Three out of the five finalist photos are made with film cameras.

It would be interesting to the proportions between film and digital for the last twenty images.

Awesome photos, each one! And I think the photographer's notes on each make them even more interesting. While each of us like to speculate on a photo's meaning and how it affects us individually, I think having the photographer's point-of-view often gives more depth to the photo.

An interesting set of photos, taken with an interesting set of cameras.

Hmmm...only one is digital capture. Interesting.

Strangely, with the descriptions I enjoy and understand some of these pictures much better now. And even more strangely, Leigh Perry's garage picture that really didn't touch me otherwise, now makes complete sense in the light of his seascapes on his webpage. I find his seascapes absolutely marvelous. They are the kind of pictures I generally like making myself too - a little different in slant but somehow in that vein: smallness of people in the face of space, and space itself.

I'm hoping that Roy takes a print of his photo to that barbershop to present it to the owner. He could make some folks very happy.

Would Ctein consider making a dye-transfer print of Ms. Pickard's photograph? Wouldn't it work very nicely with that process in the smallish size the photographer herself likes? Besides, seeing that three out of five finalists have been "captured" on film, using a most traditional printing process for the two digital photographs would be fitting.

Well one of my picks is up there but damn me if the others aren't growing on me now

All great choices Mike. My entry was also made on film but to paraphrase the late great Duke Ellington, "If it looks good, it is good!", ("If it sounds good it is good.")

The minimalist shot seemed a joke. But it grows on me. I'd enjoy it printed around 4x5 feet on a wrapped canvas frame I think, in the right setting. Perhaps a commercial setting, or a flagrantly large minimalist home.

Road with pole also looks like a joke. But I like it. I took a similar shot in Montana a few years ago that I love. Its a contemplative shot, but at first impression its a lightly cluttered snapshot, so I wouldn't want it hanging in my house.

The steam train shot it stunning. Do want.

The water and rock mosaic would be a tremendous print, its one that I want badly. I can imagine it framed behind some good quality glass with a spotlight, just glimmering with life on my wall shaming the neighboring reality into second tier existence.

I like the barbershop image. Vibrant and alive and oozing stories for sure, but again, it would be a strange thing to see on my wall at home. Belongs in a book, I think.

So I guess that's my vote, rock mosaic first, steam train second. You could probably publish a book with the other images, and many of the other submissions.

If people want to learn about some of the positive things going on in Detroit, I recommend this video and the other two parts.


Leigh Perry's website has fantastic images suited for this contest.
I enjoy the seascapes especially Vision #P854.
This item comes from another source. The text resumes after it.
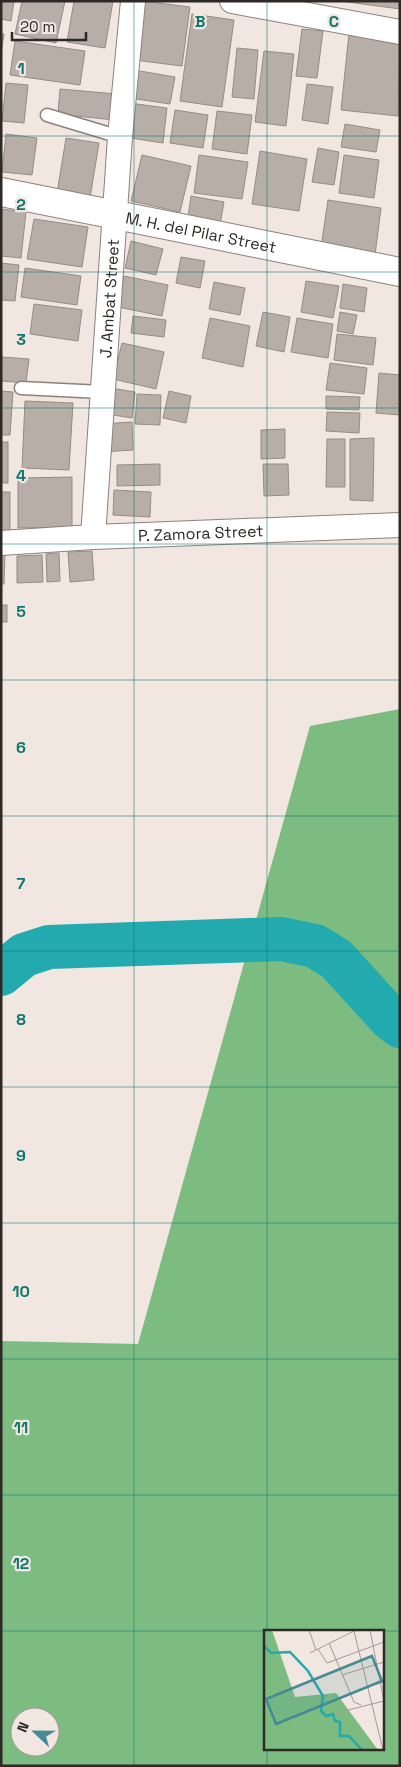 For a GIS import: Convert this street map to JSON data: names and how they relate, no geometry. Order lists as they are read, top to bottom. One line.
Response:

I shot a TV news story on the Challenger a few years back. We got on board in Council Bluffs, Iowa and we went to David City Nebraska which would be a trip of about eighty miles.
We had a second crew chasing the train for exterior shots. Full tilt this thing runs about 75mph and up in the cab that feels really fast.
Next to the firebox the crew keeps a bucket of sand. From time to time the engineer will toss a scoop of it into the fire to "decoke" the boiler. That instantaly caused the smoke to go jet black.
This train attracts a lot of attention whenever it runs and there were people at every crossing along the way taking pictures.
A couple of times on the trip the engineer spotted a gaggle (lamentation, congress,pride,
knot?) of photographers coming up and said "let's give them a nice picture" and tossed in a scoop of sand. Gotta love that.
Great picture by the way. But frankly they are all pretty terrific.

I feel this is a really great selection of pictures you have here, Mike, all of them very good compositions. And your explanation of "choosing prints that will sell" is excellent.
A picture of mine, of a castle, tends to sell year after year. I used to refer to it privately as my "mickey-mouse print" because I thought it too ordinary and a cliche ..etc...But customers kept on saying "wouldn't that look good on our wall". So now I call it one of my favorites...!

Is anyone else saddened by the fact that many people's first reaction to a great photo is a cry of, "Photoshopped!" or, "Staged!"? The Internet has turned us into a gang of miserable cynics. A healthy bit of skepticism is recommended for anything you see online, but I think we've swung the pendulum too far in the other direction to avoid looking like fools for believing an online lie and have instead made ourselves look like fools for calling shenanigans on everything without just and sufficient cause.

Great photos with a nice distribution of styles, subjects, and techniques. Love that you're doing this, Mike. I hope it becomes a regular occurrence because seeing other readers' work is proving inspirational for me and I'm sure many others.

I assume that James and Roy will need model and/or property releases to sell prints of their photos. Correct?

Incorrect. Art photographs don't require model releases.


I find it fascinating how some of commenters mention that they did not really appreciate certain images until they read the explanatory stories submitted by the photographers. This raises the old question of whether art should require explanation in order to be fully appreciated. In my own experience, understanding the context of a work of art often helps, but does that mean that the work itself is inherently weak? I have heard both sides argued convincingly, and I'm still agnostic on the subject.

Not to beat a dead horse:
Some art photographs do require releases.
a)If I had entered the Barber Shop rather than shot from outside of the shop where the view "did not provide a expectation of privacy" I would have asked permission.
b)If I added a false caption that would be a libel(three jewel thieves discussing latest heist).
c)If i were selling something (these folks all drink Coke)
Other than that your good to go for art, editorial or educational use.

Dear folks,

You know, it's interesting, but I always assume that a photograph I'm looking at isn't a “straight print.” Probably because I hardly ever see a photograph that looks better that way then it does after careful adjustments and local corrections. Lots of people assume unmanipulated is better. They're usually wrong.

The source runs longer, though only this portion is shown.